THE TASK:
Your task is to copy every line below that contains the word "function".

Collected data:
☆ ☆ ☆ ☆ ☆ ☆ ☆
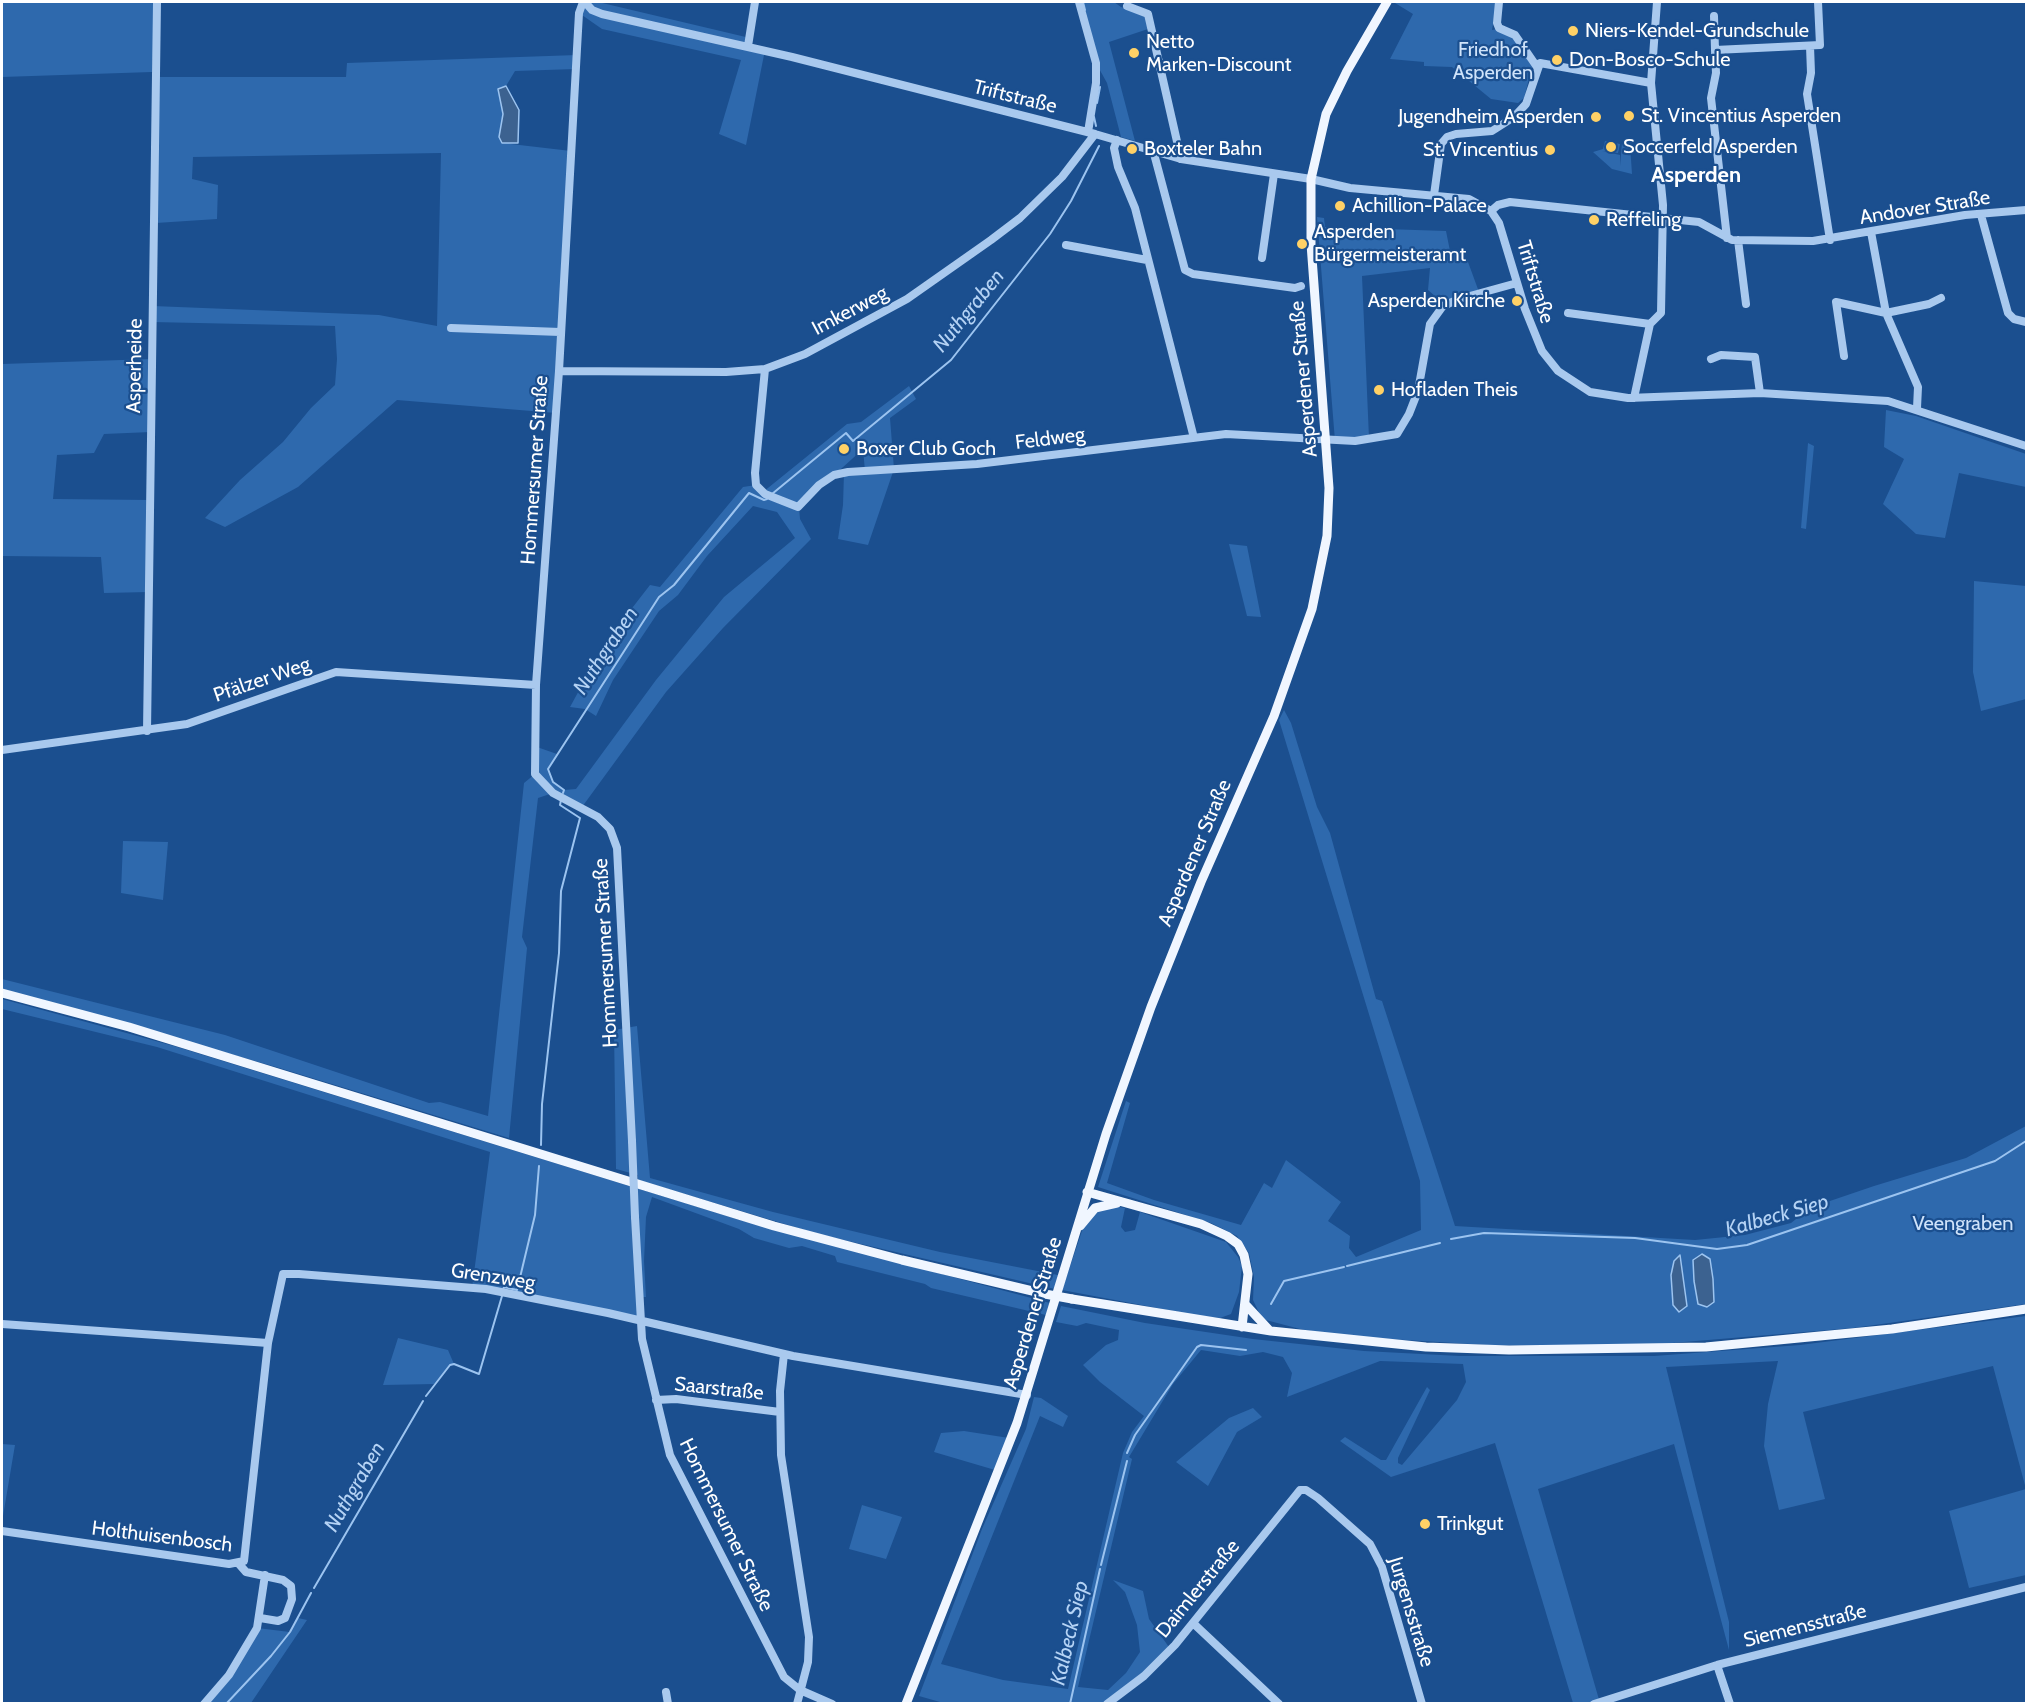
<!DOCTYPE html>
<html>
<head>
<meta charset="utf-8">
<style>
  body { margin:0 }
  #map { position:relative; width:2028px; height:1705px; overflow:hidden; background:#1b4f8f; font-family:Cabin,sans-serif }
  canvas { display:block }
  .frame { position:absolute; inset:0; border:3px solid #fff; pointer-events:none }
</style>
</head>
<body>
<div id="map">
<canvas width="2028" height="1705"></canvas>
<div class="frame"></div>
</div>
<script>
const ctx = document.querySelector('canvas').getContext('2d');
ctx.lineJoin = 'round';
function fillPath(path, color) { ctx.fillStyle = color; ctx.fill(path, 'evenodd'); }
const poly = rows => new Path2D(rows.map(r => 'M' + r).join(''));
function strokePath(path, color, width, dash) { ctx.strokeStyle = color; ctx.lineWidth = width; ctx.lineCap = dash ? 'butt' : 'round'; ctx.setLineDash(dash || []); ctx.stroke(path); }
function write(font, color, halo, rows, align = 'center') {
  ctx.font = font + ' Cabin,sans-serif'; ctx.lineWidth = 4.5; ctx.setLineDash([]); ctx.textBaseline = 'middle'; ctx.strokeStyle = halo; ctx.fillStyle = color; for (const [text, x, y, turn = 0] of rows) {
    ctx.save(); ctx.translate(x, y); ctx.rotate((+turn || 0) * Math.PI / 180); ctx.textAlign = isNaN(turn) ? turn : align; if (halo) ctx.strokeText(text, 0, 0); ctx.fillText(text, 0, 0); ctx.restore();
  }
}
fillPath(poly([
  [2,2,156,2,152,72,2,77],
  [583,2,598,2,750,38,748,46,765,50,746,145,719,134,741,60,602,29,579,13],
  [1079,2,1114,2,1121,7,1148,14,1151,28,1109,42,1135,141,1121,137,1107,83,1096,63],
  [1396,2,1497,2,1492,30,1497,29,1513,37,1532,67,1524,98,1518,103,1491,99,1452,67,1424,66,1424,62,1390,59,1413,14,1395,3],
  [577,55,576,69,515,71,506,86,498,89,503,114,499,137,511,144,571,151,556,413,397,400,298,487,225,527,205,518,240,480,283,442,311,408,335,385,337,359,335,326,152,322,153,306,379,315,437,326,441,153,193,157,192,179,218,185,217,219,156,223,159,77,346,77,347,63],
  [1605,141,1620,144,1618,153,1602,151,1620,155,1620,166,1622,143,1630,144,1632,174,1612,169,1593,152,1603,149],
  [1317,217,1324,218,1325,227,1446,231,1450,251,1463,251,1465,262,1468,262,1479,292,1445,305,1428,290,1430,268,1362,276,1369,438,1335,441],
  [152,359,151,432,104,434,94,453,57,455,53,499,150,500,149,592,104,593,101,557,2,556,2,364],
  [909,386,916,399,890,418,894,469,868,545,838,539,843,505,844,473,865,471,863,449,799,507,800,519,811,539,723,628,666,692,582,807,553,793,538,798,522,937,527,948,509,1138,276,1067,2,989,2,979,225,1035,429,1103,440,1102,488,1116,524,783,535,774,534,746,557,754,548,769,553,782,564,790,576,789,656,680,724,597,795,538,777,512,753,506,707,556,678,595,659,611,613,680,596,716,585,709,570,707,605,643,650,585,660,587,743,487,756,485,763,492,847,424,861,422],
  [1886,410,1916,416,2026,454,2026,487,1959,473,1945,538,1916,534,1883,504,1904,459,1884,447],
  [1808,443,1814,446,1806,529,1801,528],
  [1229,544,1247,546,1261,617,1247,616],
  [1974,581,2026,586,2026,699,1981,711,1973,672],
  [1284,710,1291,723,1317,807,1330,833,1376,999,1382,1001,1455,1226,1695,1240,1745,1235,1791,1223,1805,1212,1827,1202,1874,1186,1966,1158,2026,1126,2026,1304,1853,1328,1660,1344,1565,1346,1487,1345,1340,1336,1300,1329,1262,1319,1253,1300,1254,1277,1249,1253,1237,1236,1211,1223,1098,1187,1126,1101,1130,1103,1107,1183,1154,1200,1241,1225,1264,1183,1272,1188,1286,1160,1341,1202,1328,1221,1350,1236,1349,1248,1356,1257,1421,1230,1420,1181,1279,720],
  [123,841,168,842,163,900,121,893],
  [2,999,174,1046,740,1220,1050,1303,1046,1315,931,1288,925,1284,837,1262,835,1256,802,1246,789,1248,754,1238,739,1229,652,1197,646,1217,644,1261,646,1297,639,1297,640,1322,472,1288,490,1152,157,1047,2,1009],
  [637,1026,650,1178,773,1212,940,1252,1058,1275,1055,1289,818,1234,638,1180,638,1175,616,1169,614,1030],
  [1114,1206,1125,1208,1121,1227,1125,1232,1135,1230,1140,1212,1226,1242,1238,1257,1242,1266,1239,1292,1231,1314,1220,1318,1194,1315,1062,1290,1083,1228,1094,1211],
  [1061,1306,1145,1323,1253,1339,1364,1351,1460,1356,1654,1356,1800,1345,2026,1316,2026,1575,1969,1588,1949,1511,2026,1489,1993,1366,1803,1412,1825,1499,1779,1510,1764,1446,1768,1404,1778,1361,1666,1367,1729,1622,1729,1650,1674,1444,1538,1489,1600,1703,1573,1703,1495,1443,1391,1477,1340,1441,1345,1437,1381,1460,1386,1460,1427,1387,1430,1390,1398,1458,1398,1463,1402,1465,1457,1400,1466,1382,1463,1364,1380,1361,1287,1397,1292,1373,1283,1357,1263,1352,1240,1356,1201,1350,1173,1384,1129,1457,1132,1459,1078,1687,1108,1690,1126,1673,1140,1652,1137,1625,1125,1592,1113,1580,1143,1591,1149,1619,1171,1650,1108,1703,947,1704,919,1696,982,1529,1026,1429,1034,1397,1041,1398,1068,1416,1063,1427,1040,1416,941,1664,1003,1680,1068,1689,1123,1453,1132,1432,1144,1416,1100,1382,1083,1365,1106,1345,1118,1340,1119,1330,1086,1323,1077,1326,1056,1322],
  [398,1338,448,1350,454,1364,450,1365,434,1384,383,1385],
  [1253,1408,1262,1417,1237,1432,1208,1486,1176,1462,1229,1418],
  [964,1431,1009,1438,995,1470,934,1452,941,1433],
  [2,1444,15,1445,2,1522],
  [862,1505,902,1517,886,1559,849,1549],
  [298,1618,307,1620,251,1703,204,1704,229,1675,257,1628,290,1632]
]), '#2e69ad');
const water = poly([
  [506,86,519,110,518,143,502,143,499,137,503,114,498,89,506,86],
  [1702,1254,1710,1259,1713,1279,1714,1302,1707,1307,1698,1304,1694,1281,1693,1260,1702,1254],
  [1680,1255,1687,1306,1679,1312,1673,1305,1671,1275,1674,1261,1680,1255]
]);
fillPath(water, '#3c6290');
strokePath(water, '#9cc4f0', 1.5);
strokePath(poly([
  [1083,2,1085,10],
  [1097,103,1100,87],
  [1094,117,1096,126],
  [772,494,846,433,853,441,951,360,1050,234,1071,201,1099,146],
  [563,793,564,790,553,782,548,769,659,597,674,585,749,493,764,500,767,499],
  [541,1145,542,1104,559,953,561,891,580,818,560,805,561,800],
  [1451,1239,1484,1233,1635,1238,1717,1249,1747,1245,1995,1161,2026,1141],
  [1347,1266,1440,1243],
  [503,1290,504,1287,517,1290,535,1215,539,1166],
  [1271,1304,1284,1281,1344,1267],
  [426,1396,450,1365,454,1364,479,1374,502,1296],
  [1127,1453,1135,1435,1197,1347,1201,1345,1246,1350],
  [1101,1565,1127,1461],
  [314,1588,423,1401],
  [226,1704,271,1656,290,1632,311,1593],
  [1070,1704,1100,1569]
]), '#9cc4f0', 2);
strokePath(poly([
  [583,2,579,13,559,371,536,685,535,774,553,793,598,817,610,829,617,848,632,1141],
  [585,2,592,10,602,14,792,57,1095,134,1181,159,1311,179,1350,188,1469,199,1491,211,1499,223,1525,309,1542,351,1558,371,1590,392,1628,398,1760,393,1888,401,2026,446],
  [1079,2,1096,63,1096,83,1088,132],
  [1499,2,1497,23,1499,28,1515,35,1537,67],
  [1127,6,1148,14,1181,159],
  [1714,16,1715,50,1820,45,1818,2],
  [748,46,755,2],
  [1810,46,1811,73,1807,94,1830,240],
  [1715,50,1716,73,1711,98,1727,238],
  [1117,140,1114,148,1118,167,1135,208,1194,438],
  [1153,150,1185,270,1193,274,1295,288,1301,286],
  [1434,195,1441,144,1447,137,1456,134,1492,131,1514,117,1526,104,1540,63,1651,83],
  [1491,211,1498,205,1510,202,1699,222,1732,240,1813,241,1965,215,2026,210],
  [1981,215,2008,313,2014,319,2026,322],
  [1871,232,1886,313,1918,387,1917,408],
  [1738,240,1746,304],
  [1066,245,1147,260],
  [1262,258,1274,174],
  [1568,313,1650,324],
  [451,328,560,332],
  [1844,356,1836,302,1886,313,1929,304,1941,298],
  [1711,359,1721,355,1755,357,1760,393],
  [765,369,755,473,756,485,765,494,798,507,819,485,834,475,848,472,977,464,1226,434,1355,441,1397,434,1409,414,1418,391,1430,324,1443,306,1459,299,1517,283],
  [559,371,726,372,765,369,805,354,907,299,991,240,1020,218,1062,177,1095,134],
  [1634,398,1650,324,1661,313,1663,205,1651,83,1657,2],
  [147,731,157,2],
  [2,750,187,724,336,672,536,685],
  [635,1217,642,1339,670,1455,784,1677,800,1690,832,1704],
  [2,1324,268,1343,283,1274,299,1274,486,1289,608,1313,793,1356,1027,1395],
  [784,1354,780,1391,781,1455,809,1637,808,1662,797,1704],
  [656,1400,676,1399,780,1412],
  [2,1531,229,1564,244,1561,268,1343],
  [239,1564,246,1572,283,1580,291,1586,292,1599,285,1618,278,1621,260,1618],
  [1193,1623,1279,1704],
  [1717,1665,1730,1704],
  [666,1692,668,1704],
  [204,1704,229,1675,257,1628,265,1575],
  [1107,1704,1144,1676,1175,1645,1300,1490,1306,1490,1318,1498,1370,1544,1382,1567,1422,1704],
  [1594,1704,1717,1665,2026,1587]
]), '#a9c9ee', 8);
strokePath(poly([
  [2,993,129,1027,774,1226,902,1260,1045,1294],
  [1087,1192,1201,1224,1227,1236,1238,1244,1244,1255,1248,1274,1242,1327],
  [1080,1226,1095,1208,1117,1203],
  [1072,1299,1271,1331,1426,1347,1509,1350,1706,1347,1892,1329,2026,1309],
  [1245,1304,1270,1331],
  [906,1704,1017,1423,1106,1134,1151,1007,1201,882,1274,716,1312,609,1327,536,1329,488,1311,244,1311,179,1326,114,1347,71,1387,2]
]), '#f0f6ff', 9);
strokePath(poly([
  [632,1141,635,1217]
]), '#a9c9ee', 8);
strokePath(poly([
  [1045,1294,1072,1299]
]), '#f0f6ff', 9);
for (const [x, y, r, color] of [
  [1573,31,6,"#ffd166"],
  [1134,53,6,"#ffd166"],
  [1557,60,6,"#ffd166"],
  [1629,116,6,"#ffd166"],
  [1596,117,6,"#ffd166"],
  [1611,147,6,"#ffd166"],
  [1132,149,6,"#ffd166"],
  [1550,150,6,"#ffd166"],
  [1340,206,6,"#ffd166"],
  [1594,220,6,"#ffd166"],
  [1302,244,6,"#ffd166"],
  [1517,301,6,"#ffd166"],
  [1379,390,6,"#ffd166"],
  [844,449,6,"#ffd166"],
  [1425,1524,6,"#ffd166"]
]) { const dot = new Path2D(); dot.arc(x, y, r, 0, 2 * Math.PI); ctx.fillStyle = color; ctx.fill(dot); strokePath(dot, '#1b4f8f', 2); }
write('20px', '#fff', '#1b4f8f', [
  ["Niers-Kendel-Grundschule",1585,31],
  ["Netto",1146,42],
  ["Marken-Discount",1146,65],
  ["Don-Bosco-Schule",1569,60],
  ["St. Vincentius Asperden",1641,116],
  ["Jugendheim Asperden",1584,117,"right"],
  ["Soccerfeld Asperden",1623,147],
  ["Boxteler Bahn",1144,149],
  ["St. Vincentius",1538,150,"right"],
  ["Achillion-Palace",1352,206],
  ["Reffeling",1606,220],
  ["Asperden",1314,232],
  ["Bürgermeisteramt",1314,255],
  ["Asperden Kirche",1505,301,"right"],
  ["Hofladen Theis",1391,390],
  ["Boxer Club Goch",856,449],
  ["Trinkgut",1437,1524]
], 'left');
write('20px', '#cfe3fa', '#1b4f8f', [
  ["Friedhof",1493,50],
  ["Asperden",1493,73],
  ["Veengraben",1963,1224]
]);
write('20px', '#fff', '#1b4f8f', [
  ["Triftstraße",1015,97,14],
  ["Andover Straße",1925,208,-9],
  ["Triftstraße",1535,282,73],
  ["Imkerweg",850,311,-28],
  ["Asperheide",135,366,-89],
  ["Asperdener Straße",1304,379,-95],
  ["Feldweg",1050,439,-7],
  ["Hommersumer Straße",535,470,-86],
  ["Pfälzer Weg",262,680,-19],
  ["Asperdener Straße",1195,853,-67],
  ["Hommersumer Straße",606,953,-93],
  ["Grenzweg",493,1277,9],
  ["Asperdener Straße",1033,1313,-73],
  ["Saarstraße",719,1389,6],
  ["Hommersumer Straße",726,1525,64],
  ["Holthuisenbosch",162,1537,7],
  ["Daimlerstraße",1198,1589,-51],
  ["Jurgensstraße",1411,1612,73],
  ["Siemensstraße",1805,1626,-14]
]);
write('italic 21px', '#b5d3f5', '#1b4f8f', [
  ["Nuthgraben",969,311,-51],
  ["Nuthgraben",606,651,-57],
  ["Kalbeck Siep",1777,1216,-16],
  ["Nuthgraben",355,1487,-60],
  ["Kalbeck Siep",1070,1633,-77]
]);
write('bold 22px', '#fff', '#1b4f8f', [
  ["Asperden",1696,176]
]);
</script>
</body>
</html>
☆ ☆ ☆ ☆ ☆ ☆ ☆
EXPECTED ANSWER:
function fillPath(path, color) { ctx.fillStyle = color; ctx.fill(path, 'evenodd'); }
function strokePath(path, color, width, dash) { ctx.strokeStyle = color; ctx.lineWidth = width; ctx.lineCap = dash ? 'butt' : 'round'; ctx.setLineDash(dash || []); ctx.stroke(path); }
function write(font, color, halo, rows, align = 'center') {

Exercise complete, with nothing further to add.